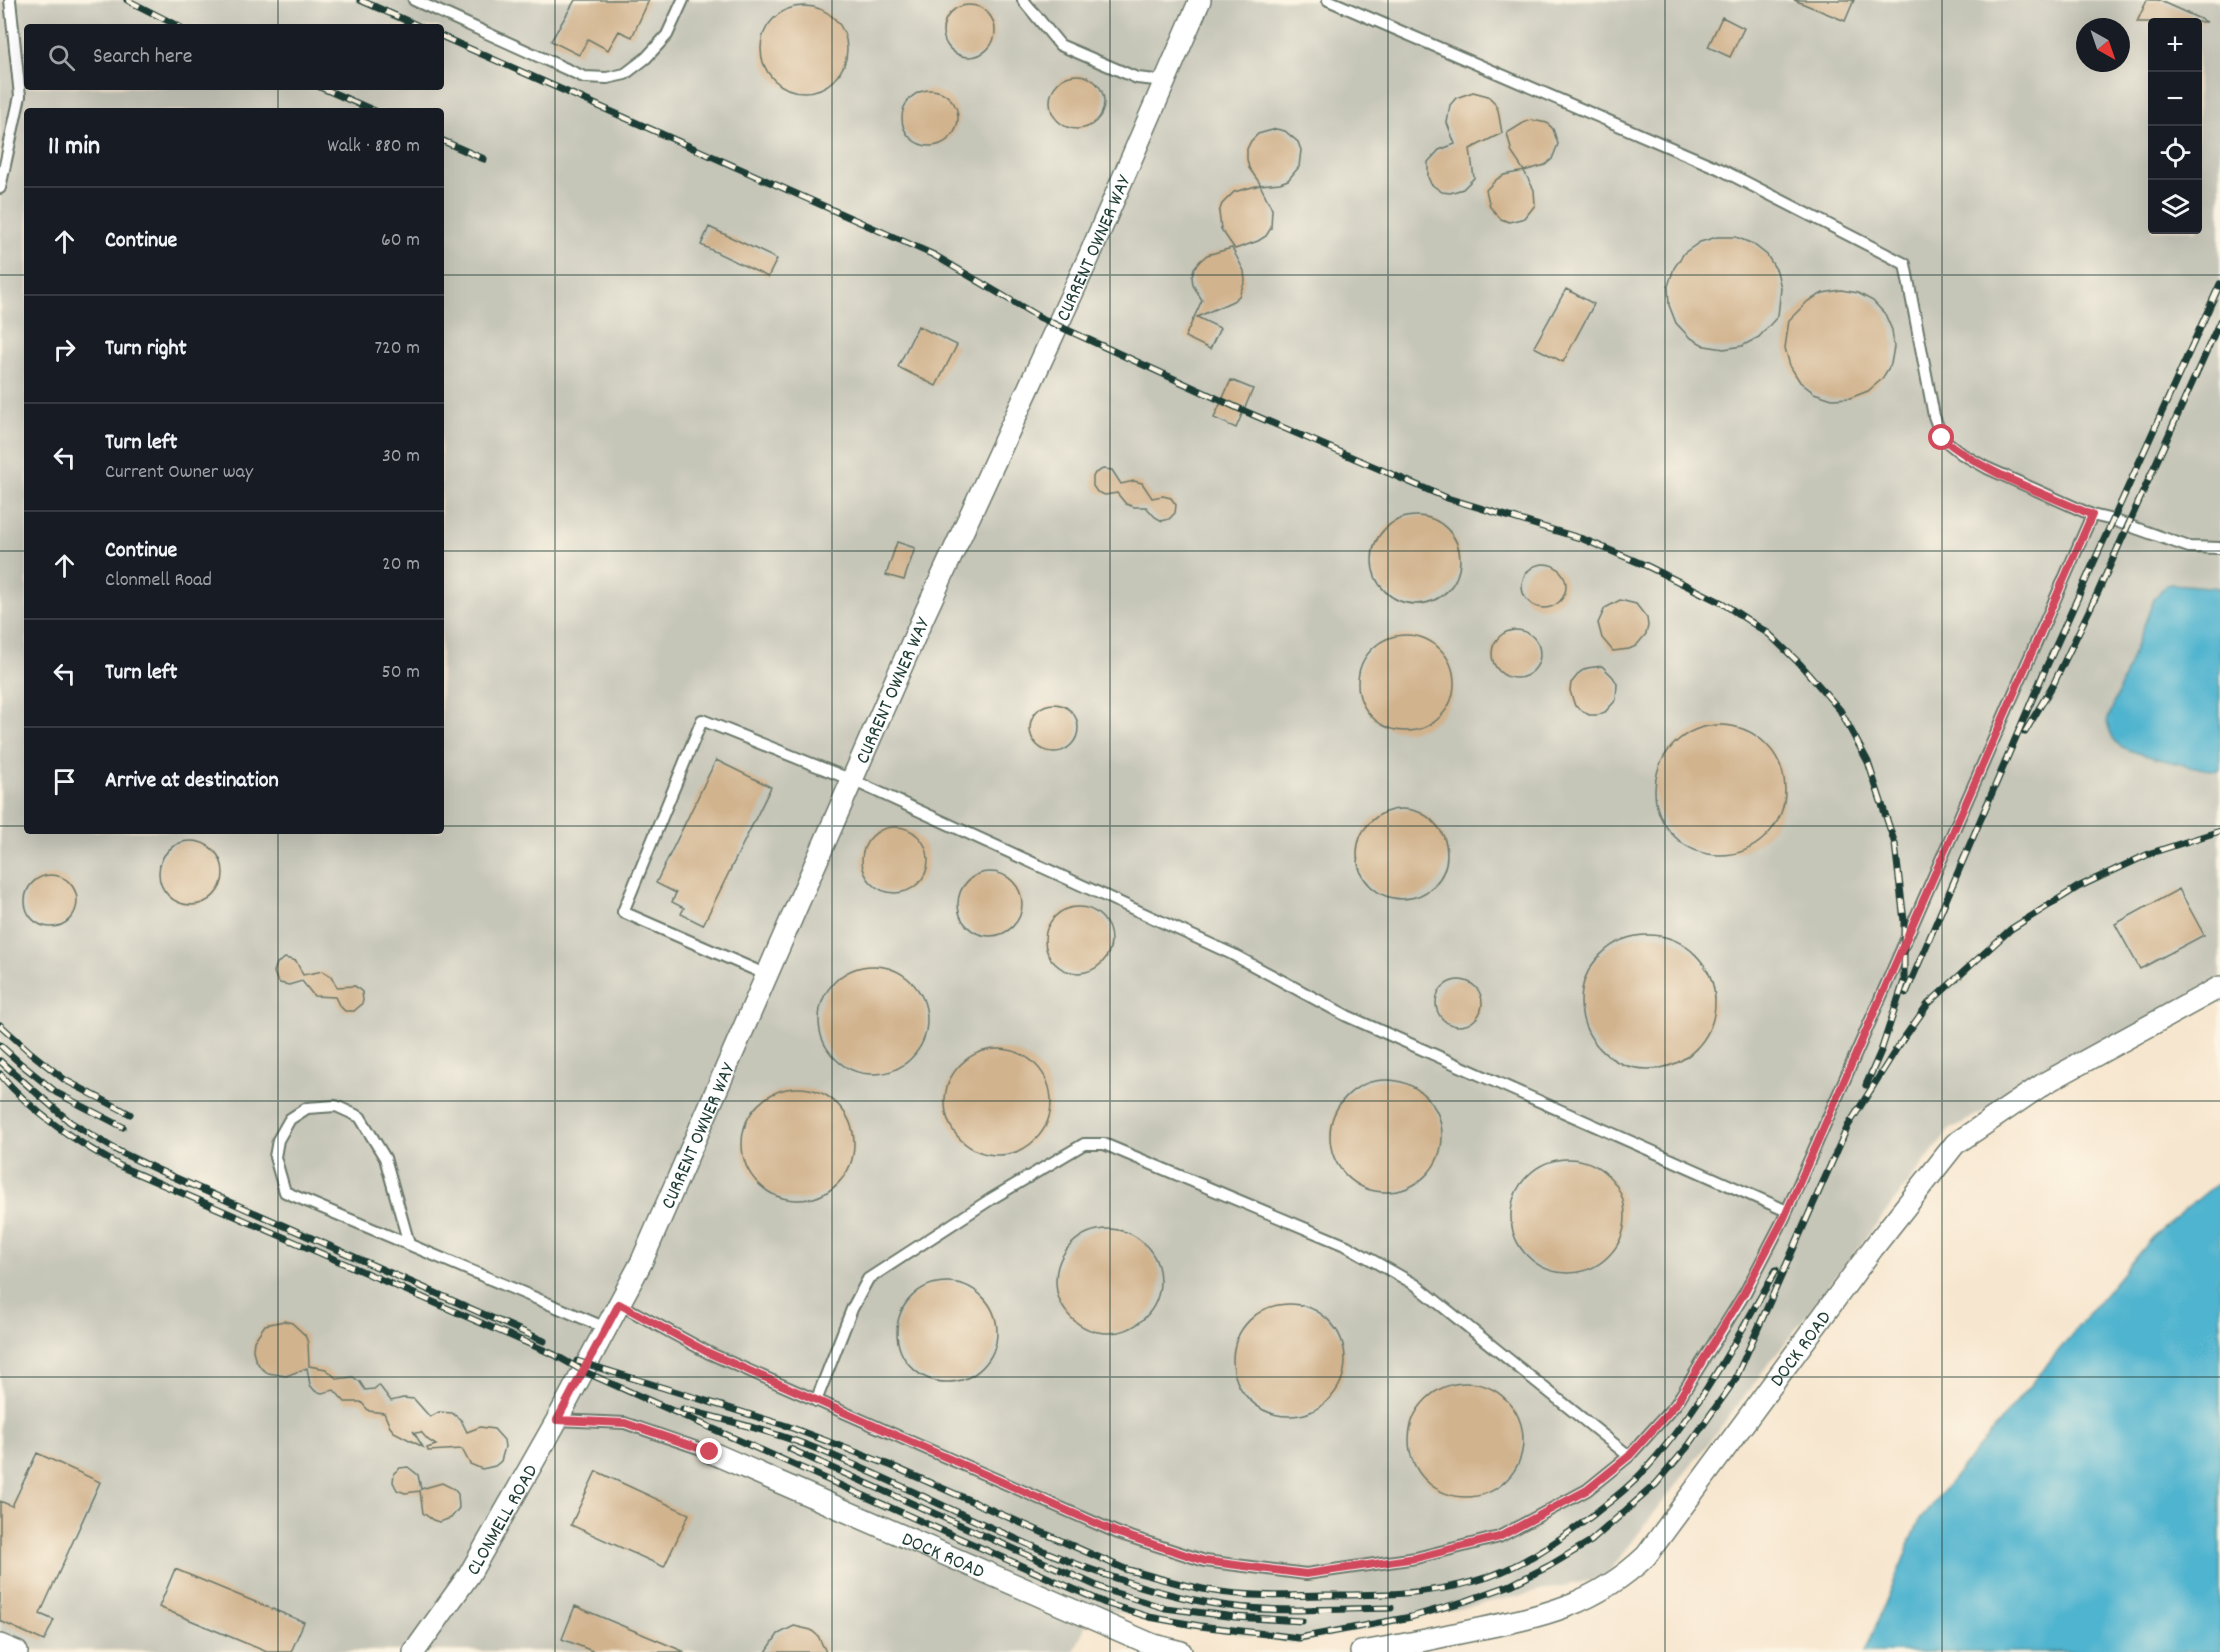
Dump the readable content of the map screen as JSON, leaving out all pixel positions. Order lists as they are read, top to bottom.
{
  "streets": {
    "street": ["CURRENT OWNER WAY", "DOCK ROAD", "CLONMELL ROAD"]
  },
  "crossings": [
    ["CURRENT OWNER WAY", "CLONMELL ROAD"]
  ],
  "north": "bottom right",
  "page": {
    "map_buttons": ["+", "−"],
    "search": "Search here",
    "heading": ["11 min", "Walk · 880 m"],
    "list": [
      ["Continue", "60 m"],
      ["Turn right", "720 m"],
      ["Turn left", "Current Owner way", "30 m"],
      ["Continue", "Clonmell Road", "20 m"],
      ["Turn left", "50 m"],
      "Arrive at destination"
    ]
  }
}
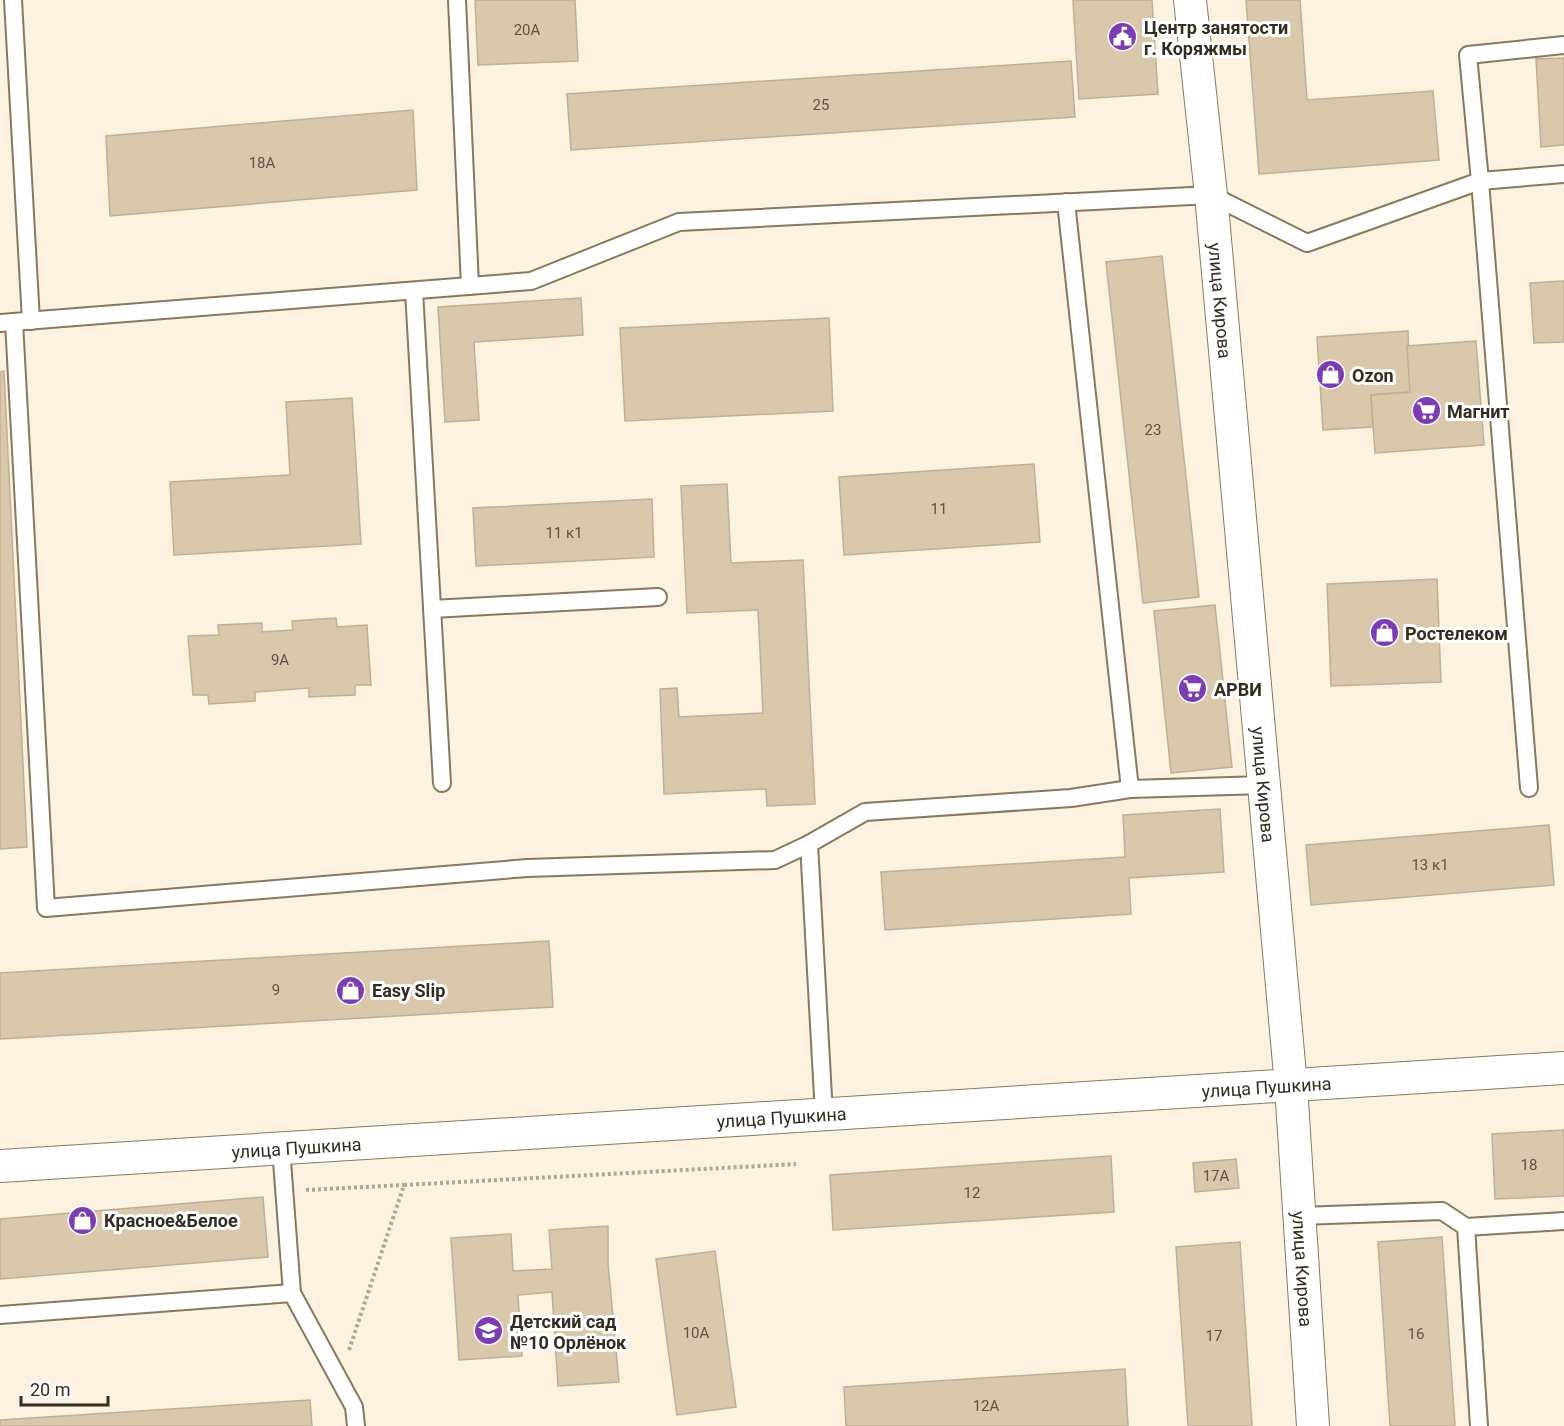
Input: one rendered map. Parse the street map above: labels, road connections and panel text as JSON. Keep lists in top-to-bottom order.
{
  "streets": {
    "street": ["улица Кирова", "улица Пушкина"]
  },
  "crossings": [
    ["улица Кирова", "улица Пушкина"]
  ],
  "places": {
    "public building": ["Центр занятости г. Коряжмы"],
    "shop": [
      "Ozon",
      "Ростелеком",
      "Easy Slip",
      "Красное&Белое"
    ],
    "supermarket": ["Магнит", "АРВИ"],
    "school or university": ["Детский сад №10 Орлёнок"]
  },
  "house_numbers": [
    "20А",
    "25",
    "18А",
    "23",
    "11",
    "11 к1",
    "9А",
    "13 к1",
    "9",
    "18",
    "17А",
    "12",
    "10А",
    "16",
    "17",
    "12А"
  ],
  "scale_bar": "20 m"
}
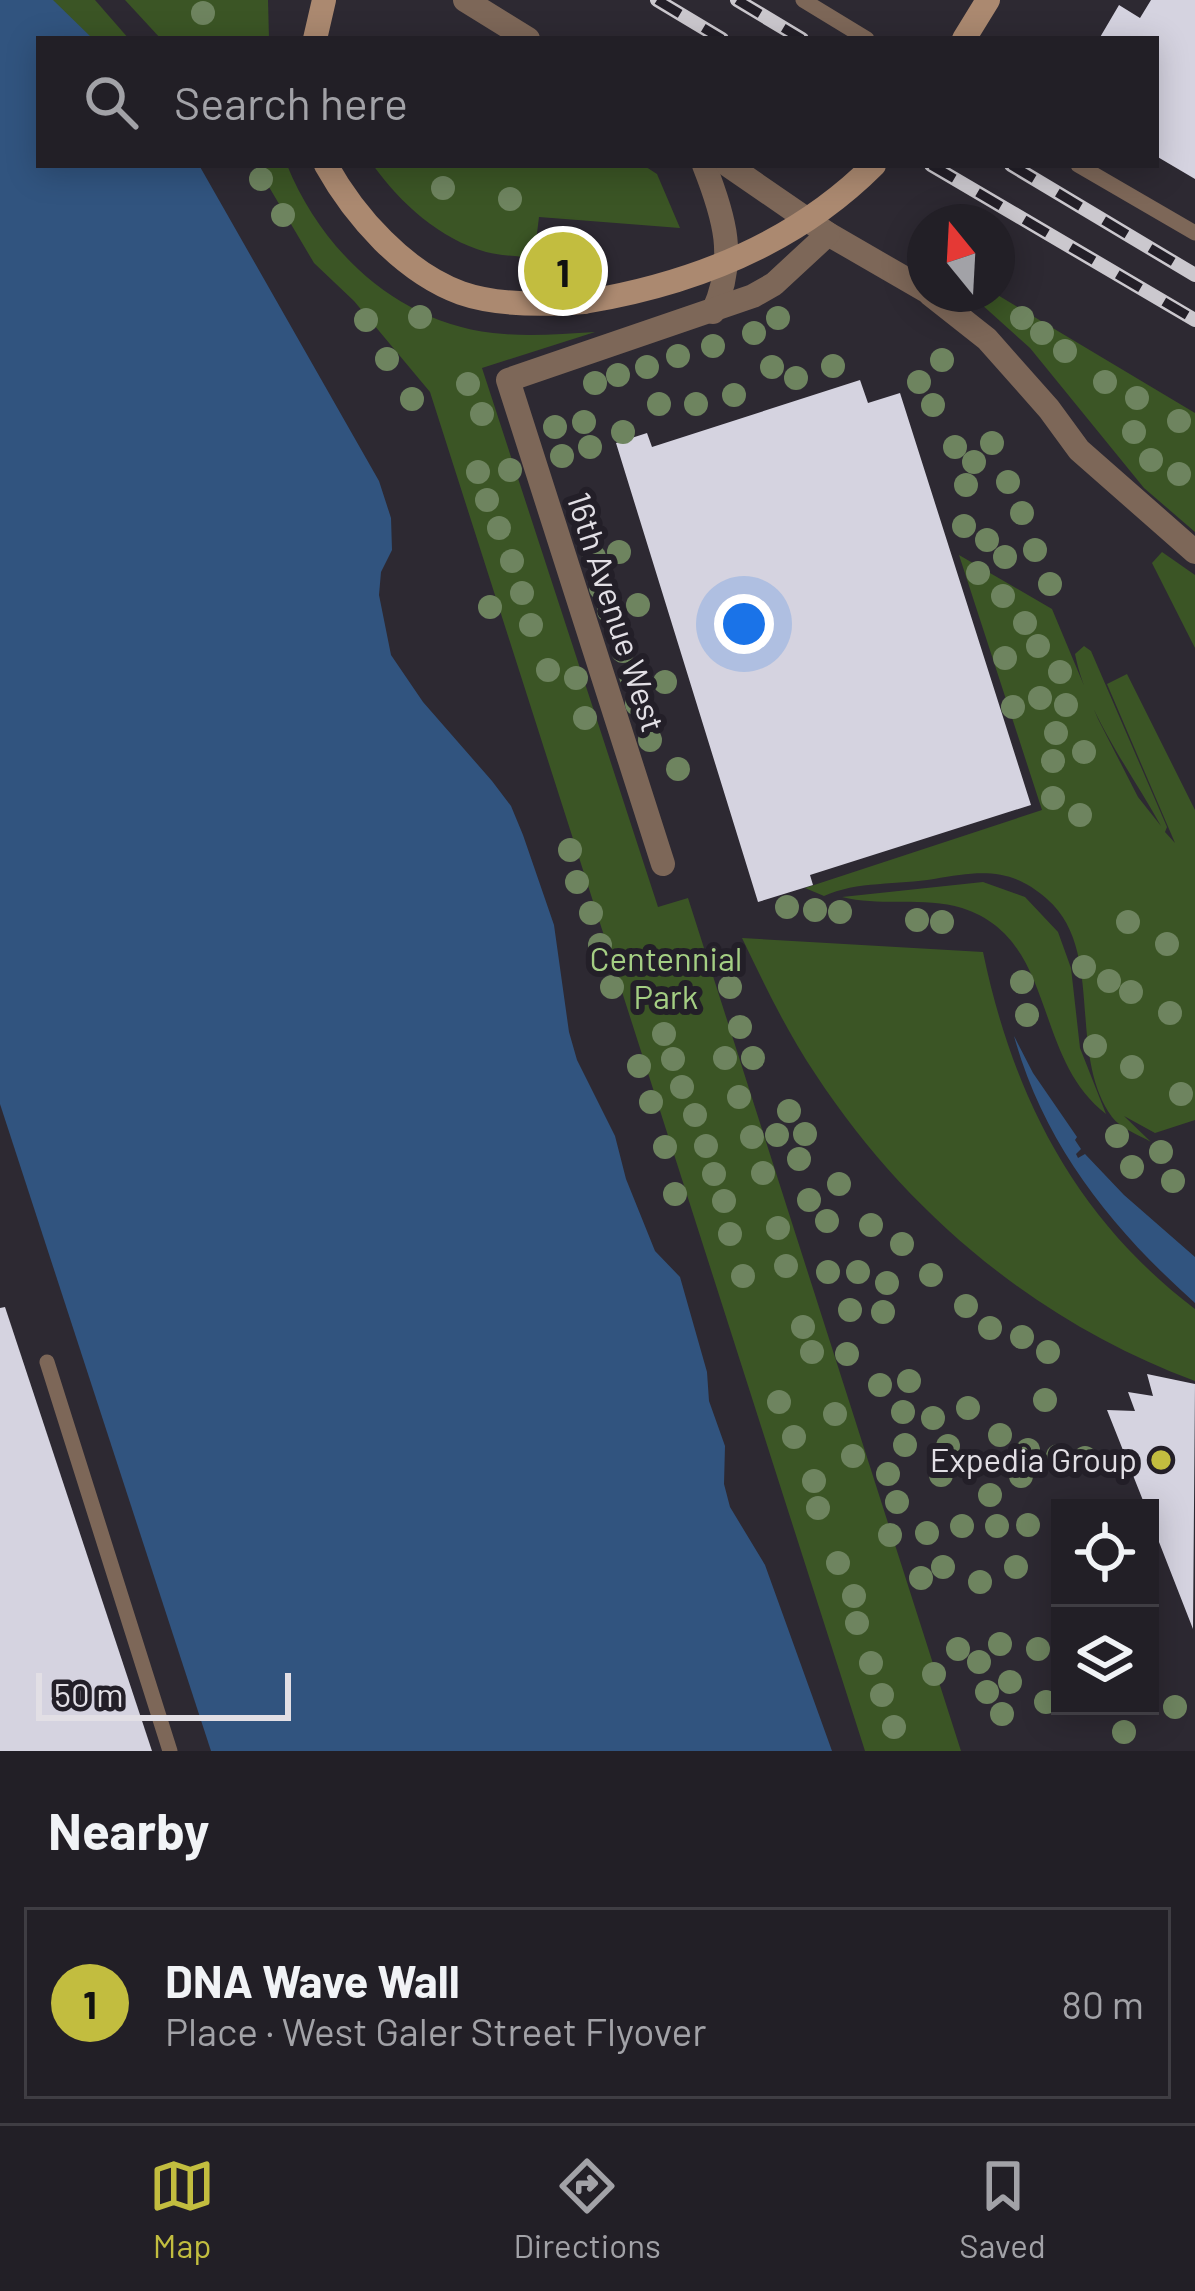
--------------------------------
#### WHAT THE EXERCISE ASKS
Each word of the data should be repeated exactly, and the pictures left out.

#### SOLUTION FOR THIS TASK
Dump the readable content of the map screen as JSON, leaving out all pixel positions. Order lists as they are read, top to bottom.
{
  "streets": {
    "street": ["CURRENT OWNER WAY", "DOCK ROAD", "CLONMELL ROAD"]
  },
  "crossings": [
    ["CURRENT OWNER WAY", "CLONMELL ROAD"]
  ],
  "north": "bottom right",
  "page": {
    "map_buttons": ["+", "−"],
    "search": "Search here",
    "heading": ["11 min", "Walk · 880 m"],
    "list": [
      ["Continue", "60 m"],
      ["Turn right", "720 m"],
      ["Turn left", "Current Owner way", "30 m"],
      ["Continue", "Clonmell Road", "20 m"],
      ["Turn left", "50 m"],
      "Arrive at destination"
    ]
  }
}
Input: one rendered map. Parse the street map above: labels, road connections and panel text as JSON. Keep lists in top-to-bottom order.
{
  "streets": {
    "street": ["улица Кирова", "улица Пушкина"]
  },
  "crossings": [
    ["улица Кирова", "улица Пушкина"]
  ],
  "places": {
    "public building": ["Центр занятости г. Коряжмы"],
    "shop": [
      "Ozon",
      "Ростелеком",
      "Easy Slip",
      "Красное&Белое"
    ],
    "supermarket": ["Магнит", "АРВИ"],
    "school or university": ["Детский сад №10 Орлёнок"]
  },
  "house_numbers": [
    "20А",
    "25",
    "18А",
    "23",
    "11",
    "11 к1",
    "9А",
    "13 к1",
    "9",
    "18",
    "17А",
    "12",
    "10А",
    "16",
    "17",
    "12А"
  ],
  "scale_bar": "20 m"
}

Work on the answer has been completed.